**Your objective:** Copy, from the listing, every line in which the string "this" is present.

**Extracted records:**
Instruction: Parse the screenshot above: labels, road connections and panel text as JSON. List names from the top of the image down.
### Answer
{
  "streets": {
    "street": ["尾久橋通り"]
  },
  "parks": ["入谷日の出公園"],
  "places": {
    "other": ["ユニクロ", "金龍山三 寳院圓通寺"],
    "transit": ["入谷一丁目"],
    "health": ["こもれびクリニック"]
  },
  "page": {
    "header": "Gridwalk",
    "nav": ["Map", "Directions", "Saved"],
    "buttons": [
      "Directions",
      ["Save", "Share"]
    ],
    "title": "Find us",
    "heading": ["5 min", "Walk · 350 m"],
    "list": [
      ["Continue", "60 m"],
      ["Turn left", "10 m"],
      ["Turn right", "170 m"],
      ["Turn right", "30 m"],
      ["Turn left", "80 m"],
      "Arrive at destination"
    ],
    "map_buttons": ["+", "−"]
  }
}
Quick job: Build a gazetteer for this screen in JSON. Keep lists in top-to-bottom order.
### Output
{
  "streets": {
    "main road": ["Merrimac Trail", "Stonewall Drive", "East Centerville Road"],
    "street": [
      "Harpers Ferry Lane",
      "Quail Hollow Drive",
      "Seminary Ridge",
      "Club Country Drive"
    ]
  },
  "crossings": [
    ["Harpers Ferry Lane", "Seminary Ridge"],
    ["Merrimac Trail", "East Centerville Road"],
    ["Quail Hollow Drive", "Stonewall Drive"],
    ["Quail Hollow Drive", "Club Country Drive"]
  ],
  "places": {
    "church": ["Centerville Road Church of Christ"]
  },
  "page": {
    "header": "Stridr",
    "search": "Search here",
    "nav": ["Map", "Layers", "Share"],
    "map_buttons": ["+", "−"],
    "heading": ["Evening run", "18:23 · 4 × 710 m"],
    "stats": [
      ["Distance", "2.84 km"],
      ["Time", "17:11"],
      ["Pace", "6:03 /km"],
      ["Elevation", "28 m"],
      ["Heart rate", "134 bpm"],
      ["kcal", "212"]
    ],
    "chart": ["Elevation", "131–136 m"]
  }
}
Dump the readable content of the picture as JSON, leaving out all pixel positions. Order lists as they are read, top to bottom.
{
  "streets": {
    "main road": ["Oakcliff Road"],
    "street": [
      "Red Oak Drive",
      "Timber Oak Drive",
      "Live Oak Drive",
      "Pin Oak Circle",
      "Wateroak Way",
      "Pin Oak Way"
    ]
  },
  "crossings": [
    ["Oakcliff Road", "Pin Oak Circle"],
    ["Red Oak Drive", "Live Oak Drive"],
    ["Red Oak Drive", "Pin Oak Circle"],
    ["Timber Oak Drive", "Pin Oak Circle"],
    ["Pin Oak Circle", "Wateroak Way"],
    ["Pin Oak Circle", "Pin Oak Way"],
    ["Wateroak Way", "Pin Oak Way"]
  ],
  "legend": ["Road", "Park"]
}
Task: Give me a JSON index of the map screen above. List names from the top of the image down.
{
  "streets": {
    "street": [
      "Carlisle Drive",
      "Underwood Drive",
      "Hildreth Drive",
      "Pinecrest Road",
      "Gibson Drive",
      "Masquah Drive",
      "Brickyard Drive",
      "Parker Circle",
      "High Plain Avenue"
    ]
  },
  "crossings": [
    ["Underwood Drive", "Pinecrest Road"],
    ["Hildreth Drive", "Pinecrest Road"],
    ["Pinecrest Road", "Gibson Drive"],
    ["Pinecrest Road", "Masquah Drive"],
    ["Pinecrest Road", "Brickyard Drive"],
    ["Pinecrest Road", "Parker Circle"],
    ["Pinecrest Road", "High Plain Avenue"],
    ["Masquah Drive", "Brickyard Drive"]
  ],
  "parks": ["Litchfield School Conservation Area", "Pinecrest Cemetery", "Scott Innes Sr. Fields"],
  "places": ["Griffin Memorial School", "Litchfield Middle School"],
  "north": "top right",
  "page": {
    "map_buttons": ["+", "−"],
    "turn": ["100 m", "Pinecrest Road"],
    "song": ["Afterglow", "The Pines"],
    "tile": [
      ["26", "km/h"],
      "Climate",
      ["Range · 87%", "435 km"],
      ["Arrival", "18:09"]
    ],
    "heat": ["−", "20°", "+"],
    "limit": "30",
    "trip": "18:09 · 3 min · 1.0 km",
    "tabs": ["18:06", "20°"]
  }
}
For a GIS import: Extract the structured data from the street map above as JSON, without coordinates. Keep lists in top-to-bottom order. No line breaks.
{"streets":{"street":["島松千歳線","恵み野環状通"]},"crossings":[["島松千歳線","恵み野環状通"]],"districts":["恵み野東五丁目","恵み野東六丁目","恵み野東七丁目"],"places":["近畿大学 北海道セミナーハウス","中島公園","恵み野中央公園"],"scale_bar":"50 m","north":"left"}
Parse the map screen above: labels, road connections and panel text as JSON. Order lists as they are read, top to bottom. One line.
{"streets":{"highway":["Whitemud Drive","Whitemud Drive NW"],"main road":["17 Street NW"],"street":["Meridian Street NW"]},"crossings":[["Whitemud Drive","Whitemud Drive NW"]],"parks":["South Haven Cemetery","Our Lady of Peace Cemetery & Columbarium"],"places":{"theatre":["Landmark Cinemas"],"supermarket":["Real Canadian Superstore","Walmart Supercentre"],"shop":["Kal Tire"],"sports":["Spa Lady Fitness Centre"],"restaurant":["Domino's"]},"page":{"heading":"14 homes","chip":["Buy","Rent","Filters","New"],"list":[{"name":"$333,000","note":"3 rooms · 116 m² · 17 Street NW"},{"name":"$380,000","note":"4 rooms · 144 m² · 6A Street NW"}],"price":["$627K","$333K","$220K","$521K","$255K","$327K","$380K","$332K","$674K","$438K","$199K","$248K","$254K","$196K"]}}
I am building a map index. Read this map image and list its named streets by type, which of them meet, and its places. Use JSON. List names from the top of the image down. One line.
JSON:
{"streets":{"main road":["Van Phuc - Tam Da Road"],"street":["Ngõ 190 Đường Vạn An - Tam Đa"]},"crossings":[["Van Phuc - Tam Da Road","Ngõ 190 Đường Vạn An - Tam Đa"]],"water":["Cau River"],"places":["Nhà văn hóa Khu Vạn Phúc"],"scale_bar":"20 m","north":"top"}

**Problem solution:**
Quick job: Build a gazetteer for this screen in JSON. Keep lists in top-to-bottom order.
I am building a map index. Read this map image and list its named streets by type, which of them meet, and its places. Use JSON. List names from the top of the image down. One line.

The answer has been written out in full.